• Available data:
+++++
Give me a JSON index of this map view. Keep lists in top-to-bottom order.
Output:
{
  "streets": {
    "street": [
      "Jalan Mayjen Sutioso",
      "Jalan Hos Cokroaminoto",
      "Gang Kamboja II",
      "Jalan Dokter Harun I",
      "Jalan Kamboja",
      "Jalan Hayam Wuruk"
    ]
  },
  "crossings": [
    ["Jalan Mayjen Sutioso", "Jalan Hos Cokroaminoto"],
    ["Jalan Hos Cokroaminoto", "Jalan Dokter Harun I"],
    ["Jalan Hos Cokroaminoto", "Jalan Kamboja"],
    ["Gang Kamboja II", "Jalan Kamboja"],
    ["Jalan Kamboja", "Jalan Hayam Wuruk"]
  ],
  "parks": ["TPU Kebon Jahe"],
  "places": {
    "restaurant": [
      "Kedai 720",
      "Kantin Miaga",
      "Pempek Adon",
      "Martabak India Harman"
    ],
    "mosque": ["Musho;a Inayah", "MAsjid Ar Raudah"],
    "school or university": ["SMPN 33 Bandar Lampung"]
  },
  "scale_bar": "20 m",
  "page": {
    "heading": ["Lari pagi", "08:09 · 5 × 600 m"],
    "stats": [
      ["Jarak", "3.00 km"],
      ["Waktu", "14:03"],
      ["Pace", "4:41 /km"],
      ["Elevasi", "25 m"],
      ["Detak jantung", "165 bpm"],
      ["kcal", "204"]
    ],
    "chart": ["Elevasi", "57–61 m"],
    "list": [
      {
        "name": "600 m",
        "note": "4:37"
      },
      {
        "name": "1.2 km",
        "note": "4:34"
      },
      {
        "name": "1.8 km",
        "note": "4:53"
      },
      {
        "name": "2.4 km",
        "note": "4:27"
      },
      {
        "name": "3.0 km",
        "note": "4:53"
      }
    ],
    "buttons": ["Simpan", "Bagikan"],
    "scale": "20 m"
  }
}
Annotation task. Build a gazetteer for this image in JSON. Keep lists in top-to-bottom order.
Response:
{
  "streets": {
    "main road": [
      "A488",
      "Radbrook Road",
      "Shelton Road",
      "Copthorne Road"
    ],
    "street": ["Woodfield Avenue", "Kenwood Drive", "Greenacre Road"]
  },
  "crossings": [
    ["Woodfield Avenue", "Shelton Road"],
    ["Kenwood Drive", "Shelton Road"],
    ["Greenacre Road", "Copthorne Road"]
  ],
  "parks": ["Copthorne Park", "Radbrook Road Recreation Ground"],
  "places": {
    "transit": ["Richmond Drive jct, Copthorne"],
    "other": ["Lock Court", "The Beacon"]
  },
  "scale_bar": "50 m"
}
+++++
• Activity: The lines of the records that contain the string "Sutioso" should be located and copied.

• Response box:
      "Jalan Mayjen Sutioso",
    ["Jalan Mayjen Sutioso", "Jalan Hos Cokroaminoto"],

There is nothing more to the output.